I wish one day I could write this blog and say "So Crush 2.0 said he likes me too and now we're going out. WOOO HOOOO!"
But I can't, because I don't actually think that's going to happen any time soon. For whatever reason he isn't there yet, and I don't know how long its going to take before he is, if ever.
He came round today, but didn't stay to cook for me as planned, because he has a cold, and it seems that he fits that cliche of men being rubbish with colds - he did actually look and sound pretty rough, and tired. He said he wouldn't be much company and he'd probably fall asleep but he would come back when he was better. So I guess it was kind of sweet that he came at all. And he looked through the footage of the presentation I did this morning and gave me lots of encouragement for it, and he explained to me some sound engineering stuff I'd been asking about, and he looked after DS2 while I took DS1 to his club. This is all good stuff.. and it feels like more than just friends... but there is absolutely no kissing or anything remotely like it involved... although that's probably a good thing, with the cold and everything!
I've been wondering recently, if maybe I scare him. I always say stuff that seems to surprise him - its like just when he gets a handle on who I am, I go and do or say something that doesn't fit in with his idea of me - like work stuff, or like DS2 being donor conceived. He said on FB last night 'When you gonna be yourself?' and I told him that all of this was me, just different bits of me. He said 'hmmmm'.

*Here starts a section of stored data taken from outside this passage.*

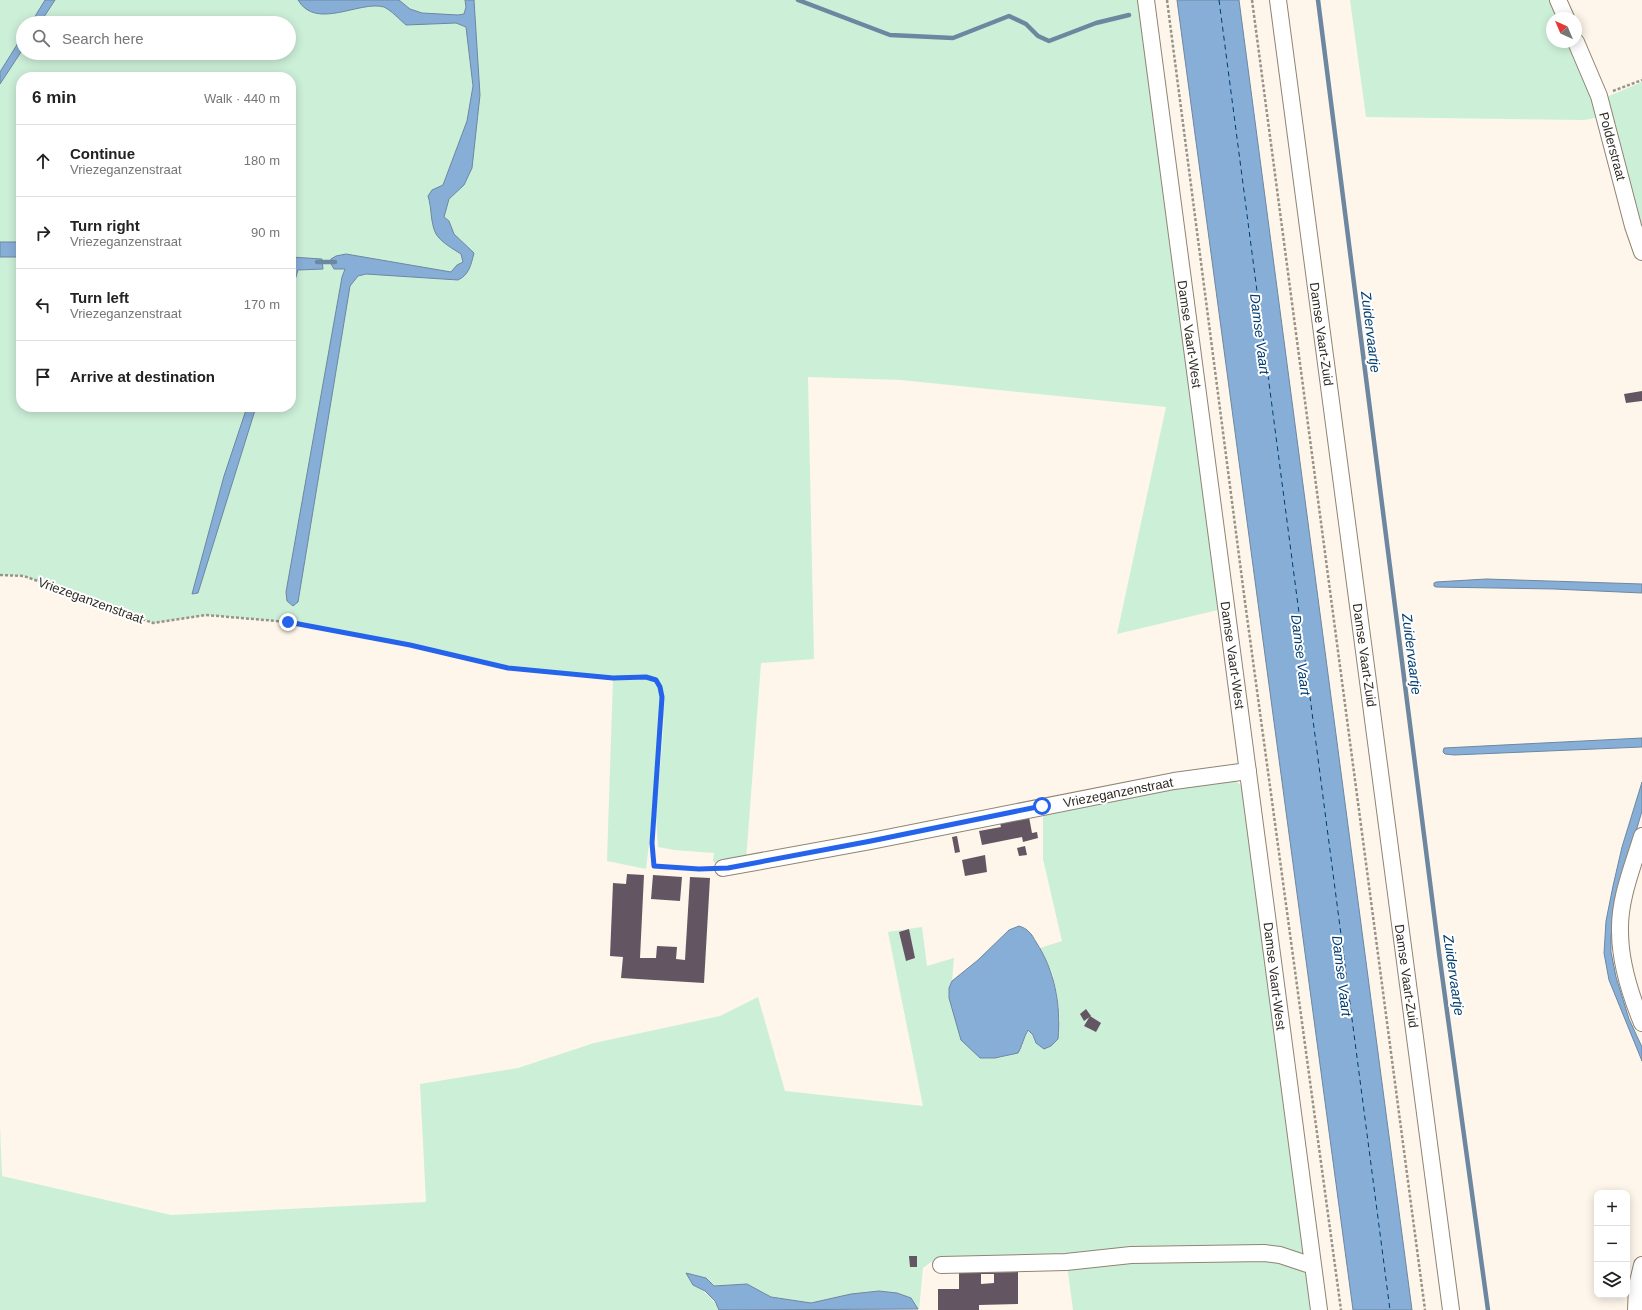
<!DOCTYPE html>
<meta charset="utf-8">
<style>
body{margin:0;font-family:Helvetica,sans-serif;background:#f6f6f6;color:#222}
.controls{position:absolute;right:12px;bottom:12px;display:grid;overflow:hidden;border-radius:8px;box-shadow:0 2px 10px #0003}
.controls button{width:36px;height:36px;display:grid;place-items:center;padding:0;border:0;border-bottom:1px solid #e0e0e0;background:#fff;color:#222;font:20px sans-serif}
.compass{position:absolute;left:1546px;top:12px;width:36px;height:36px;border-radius:50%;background:#fff;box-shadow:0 2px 10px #0003;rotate:316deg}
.stop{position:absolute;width:12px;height:12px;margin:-9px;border:3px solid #2563eb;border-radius:50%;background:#fff}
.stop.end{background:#2563eb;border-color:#fff;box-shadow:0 1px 4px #0008}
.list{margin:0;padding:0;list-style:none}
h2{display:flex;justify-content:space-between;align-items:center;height:52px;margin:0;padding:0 16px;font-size:17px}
h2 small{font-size:13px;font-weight:400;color:#767676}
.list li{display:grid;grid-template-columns:26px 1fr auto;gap:12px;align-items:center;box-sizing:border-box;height:72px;padding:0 16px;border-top:1px solid #e0e0e0}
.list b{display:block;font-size:15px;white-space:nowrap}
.list p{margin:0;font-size:13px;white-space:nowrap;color:#767676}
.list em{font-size:13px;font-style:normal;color:#767676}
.icon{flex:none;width:22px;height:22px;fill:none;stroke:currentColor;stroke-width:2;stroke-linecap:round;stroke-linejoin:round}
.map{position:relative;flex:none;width:1642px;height:1310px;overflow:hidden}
.search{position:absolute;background:#fff;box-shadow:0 2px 10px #0003;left:16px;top:16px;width:280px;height:44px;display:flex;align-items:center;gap:10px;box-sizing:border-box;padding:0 14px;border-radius:22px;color:#767676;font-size:15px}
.panel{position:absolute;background:#fff;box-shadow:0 2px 10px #0003;left:16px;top:72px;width:280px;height:340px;border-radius:16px}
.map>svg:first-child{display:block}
.green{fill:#ccefd8;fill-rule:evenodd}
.water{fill:#87aed7;stroke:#6d87a1}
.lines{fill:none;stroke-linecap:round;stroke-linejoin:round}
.stream{stroke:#6d87a1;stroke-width:4.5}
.ferry{stroke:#003d70;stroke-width:1;stroke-dasharray:5 4;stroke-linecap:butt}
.building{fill:#645563;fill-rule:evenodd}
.minor-casing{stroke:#908472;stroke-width:18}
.path{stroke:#989288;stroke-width:2.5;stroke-dasharray:3 2;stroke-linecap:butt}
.minor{stroke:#fff;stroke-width:16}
.route{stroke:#2563eb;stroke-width:5}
.labels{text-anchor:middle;stroke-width:4;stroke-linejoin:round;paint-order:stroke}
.street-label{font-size:13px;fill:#302b24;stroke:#fff}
.water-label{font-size:14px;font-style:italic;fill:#003d70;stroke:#fff}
</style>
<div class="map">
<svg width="1642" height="1310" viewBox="0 0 1642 1310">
<rect width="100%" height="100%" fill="#fef6ea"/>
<g class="green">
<path d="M0,0h1145l77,609 -105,25 49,-227 -265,-27 -93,-3 6,282 -53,4 -15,197 -30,4 -3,-3 1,-8 -40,-3 -16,-3 -2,-31 9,-108 -19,161 -39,-8 6,-183 -105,-10 -98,-23 -122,-23 -82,-7 -53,8 -129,-47 -24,-1zM23,23h266v30h-266zM21,77h270v330h-270z"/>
<path d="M1350,0h204l7,18h-9v24h19l30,75 -17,3 -218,-3z"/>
<path d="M1642,82v160l-38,-144z"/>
<path d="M1206,780h28l8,6 73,524h-242l-7,-53 -131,2 -12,9 -4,42 -8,-12 -14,-5 -18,-2 -28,3 -40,9 -40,-6 -24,-13 -33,2 -8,-8 -13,7c12,6 20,13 26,25h-719v-184l2,50 169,39 255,-13 -6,-118 98,-16 76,-25 126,-27 38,-19 27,94 138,15 -35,-174 34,-5 5,39 27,-8 -2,23 -3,7 31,70c21,1 26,0 43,-12v-9l5,-7 5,5 3,8 24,-22 -3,-27 -5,-22 -12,-24 22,-7 -19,-82v-49z"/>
</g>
<g class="water">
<path d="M45,0h10l-15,23h-9z"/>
<path d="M298,0h101l11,9 12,4 36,2 6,-1 2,-7 -1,-7h9l6,95 -8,73 -8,17 -15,14 -5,18 5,4 5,13 20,19c-3,12 -5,22 -16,27l-92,-6 -8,2 -8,10 -52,316 -5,4 -6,-5 -1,-9 56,-315 3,-8h-11l-4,-7 1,-3 5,-3 10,-2 105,18 6,-7 6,-3 -2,-8c-8,-5 -20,-12 -25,-20 -6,-12 -4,-26 -8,-38l4,-6 11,-5 24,-64 6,-35 -7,-59 -10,-4 -50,2c-7,-6 -14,-14 -22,-18 -24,-7 -68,24 -86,-7z"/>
<path d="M1177,0h62l173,1310h-59z"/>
<path d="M23,35v14l-23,35v-12z"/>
<rect x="0" y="242" width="21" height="15"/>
<path d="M291,257l31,2 1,10 -25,1 -7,24z"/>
<path d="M247,407h9l-58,186 -6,1 32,-118z"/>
<path d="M1486,579l156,5v9l-88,-4 -118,-2 -2,-1v-3l2,-1z"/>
<path d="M1642,738v9l-188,8 -9,-1 -2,-2 1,-4z"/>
<path d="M1642,782v29l-23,78 -8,47v16l5,25 13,42 13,28v14l-33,-81 -5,-27 2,-32 7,-35 9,-39z"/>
<path d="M1019,926c3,1 8,3 10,6 3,2 5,7 7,10 19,29 25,63 22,97l-7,7 -7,3 -8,-6 -3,-8 -5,-5c-5,8 -5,15 -10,23l-23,5h-15l-19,-18 -12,-42v-10l3,-7 26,-21 31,-30z"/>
<path d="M686,1273l20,5 8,8 33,-2 24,13 40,6 40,-9 28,-3 18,2 14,5 7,11 -199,1 -4,-9 -10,-10 -12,-6z"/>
</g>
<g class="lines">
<g class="stream">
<path d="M798,0l92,35 63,3 56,-22 17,8 12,12 11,5 47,-18 33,-8"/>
<path d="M1318,0l121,953 49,357"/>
<path d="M317,262h18"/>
</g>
<path class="ferry" d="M1219,0l171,1310"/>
</g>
<g class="building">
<path d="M1642,391v10l-16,2 -2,-9z"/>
<path d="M1029,817l3,16 5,-1 1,6 -15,4 -1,-5 -40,8 -3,-14 22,-4 -1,-4z"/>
<path d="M957,836l3,16 -5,1 -3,-16z"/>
<path d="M1025,846l2,9 -8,1 -2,-8z"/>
<path d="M985,855l2,17 -22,4 -3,-16z"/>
<path d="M627,874l17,1 -4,83h16l1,-12 20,1 -1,12 9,1 5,-83 20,1 -6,105 -83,-5 2,-21 -13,-1 3,-73 13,1z"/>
<path d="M653,875l29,2 -2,24 -29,-2z"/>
<path d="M909,929l6,29 -9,3 -7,-29z"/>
<path d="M1086,1009l5,7 -7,5 -4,-7z"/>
<path d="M1090,1016l11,7 -5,9 -12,-6z"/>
<path d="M909,1256h8v11h-7z"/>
<path d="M1018,1272v32l-39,1v5h-41v-21h21v-16zM981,1274h13v9l-13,1z"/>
</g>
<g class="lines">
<g class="minor-casing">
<g id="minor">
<path d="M1146,0l173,1310"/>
<path d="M1278,0l173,1310"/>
<path d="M1558,0l8,18"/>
<path d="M1576,42l23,54 34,130 9,26"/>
<path d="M1642,836c-9,30 -23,63 -22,95 0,32 10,63 22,92"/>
<path d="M723,868l148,-27 303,-60 74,-10"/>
<path d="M941,1265l125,-3 65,-7 133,-2 16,2 27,9h5"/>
<path d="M1636,1310l1,-24 5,-21"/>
</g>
</g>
<g class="path">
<path d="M1167,0l78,602 96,708"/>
<path d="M1252,0l173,1310"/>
<path d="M1613,91l29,-11"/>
<path d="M0,575l24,1 129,47 53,-8 82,7 122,23 98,23 105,10 33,-1 10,3 4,7 2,10 -10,146 2,23 54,3"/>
</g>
<use href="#minor" class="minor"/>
</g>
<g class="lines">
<path class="route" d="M288,622l122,23 98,23 105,10 33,-1 10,3 4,7 2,10 -10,146 2,23 45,3 29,-1 143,-27 171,-35"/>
</g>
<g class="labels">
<g class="street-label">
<text transform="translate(1613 146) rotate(75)" y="5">Polderstraat</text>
<text transform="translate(1190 334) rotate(82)" y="5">Damse Vaart-West</text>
<text transform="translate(1322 334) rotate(82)" y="5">Damse Vaart-Zuid</text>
<text transform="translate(91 600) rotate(20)" y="5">Vriezeganzenstraat</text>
<text transform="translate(1233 655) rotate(82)" y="5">Damse Vaart-West</text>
<text transform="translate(1365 655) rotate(82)" y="5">Damse Vaart-Zuid</text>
<text transform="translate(1118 792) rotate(-11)" y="5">Vriezeganzenstraat</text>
<text transform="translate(1275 976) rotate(83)" y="5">Damse Vaart-West</text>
<text transform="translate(1407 976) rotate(82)" y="5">Damse Vaart-Zuid</text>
</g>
<g class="water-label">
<text transform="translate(1371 332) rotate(83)" y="5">Zuidervaartje</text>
<text transform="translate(1260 334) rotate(83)" y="5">Damse Vaart</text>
<text transform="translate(1412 654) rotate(83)" y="5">Zuidervaartje</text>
<text transform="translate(1301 655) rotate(83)" y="5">Damse Vaart</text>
<text transform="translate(1454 975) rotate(82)" y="5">Zuidervaartje</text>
<text transform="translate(1342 976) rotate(83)" y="5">Damse Vaart</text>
</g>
</g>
</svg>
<div class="controls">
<button>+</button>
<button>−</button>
<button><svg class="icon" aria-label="layers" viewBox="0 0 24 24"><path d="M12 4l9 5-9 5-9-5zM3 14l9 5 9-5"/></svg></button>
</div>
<svg class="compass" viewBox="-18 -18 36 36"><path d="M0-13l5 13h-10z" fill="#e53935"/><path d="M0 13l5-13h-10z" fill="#767676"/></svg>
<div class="stop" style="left:1042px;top:806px"></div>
<div class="stop end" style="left:288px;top:622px"></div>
<div class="search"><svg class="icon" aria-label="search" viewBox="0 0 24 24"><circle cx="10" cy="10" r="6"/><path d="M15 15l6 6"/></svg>Search here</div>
<section class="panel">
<h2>6 min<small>Walk · 440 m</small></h2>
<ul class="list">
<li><svg class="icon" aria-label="ahead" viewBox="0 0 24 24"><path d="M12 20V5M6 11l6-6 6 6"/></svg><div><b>Continue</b><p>Vriezeganzenstraat</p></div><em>180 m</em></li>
<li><svg class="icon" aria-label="right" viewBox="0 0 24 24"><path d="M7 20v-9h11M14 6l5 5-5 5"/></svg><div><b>Turn right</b><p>Vriezeganzenstraat</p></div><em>90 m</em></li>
<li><svg class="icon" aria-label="left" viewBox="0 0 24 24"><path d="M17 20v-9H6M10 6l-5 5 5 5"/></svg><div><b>Turn left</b><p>Vriezeganzenstraat</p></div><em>170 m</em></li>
<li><svg class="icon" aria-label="arrive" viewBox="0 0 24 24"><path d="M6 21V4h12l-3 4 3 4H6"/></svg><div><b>Arrive at destination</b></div></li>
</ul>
</section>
</div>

The thing is with Crush 2.0, as I've said before, I am all of myself with him, I don't bother turning up or down the volume on any aspect of who I am.. and it is so relaxing for me, but maybe it is hard for him. I don't know. The thing is, for me, even now, having just spent a couple of hours with him this afternoon, I feel really really chilled out. I am nicer to the children, I am a better mum just because he's been here. Just being around somebody who is like me, who thinks like me, who gets me is so great - there is something amazing about finding a kindred spirit... and whatever else he is, he will always be that. There are obviously ways in which we're not similar - otherwise we would be going out right about now!!! - but that's also what makes it so hard to give him up, to give up the idea that we could be together.
So do you think its possible to give up that hope?
If you met someone who seemed perfect for you in every way, who wanted to talk to you every day, who encouraged you, who listened to your opinions, who made you laugh, who was an amazing cook, who was talented, clever, creative and drop dead gorgeous, and whose presence just altogether made you feel like you'd finally come home.... could you give that up?
Because although I know I probably should - because I deserve someone who is all that and who can say 'yes, I want you too' - its hard, and I don't know if I can.
What do you reckon people, what next?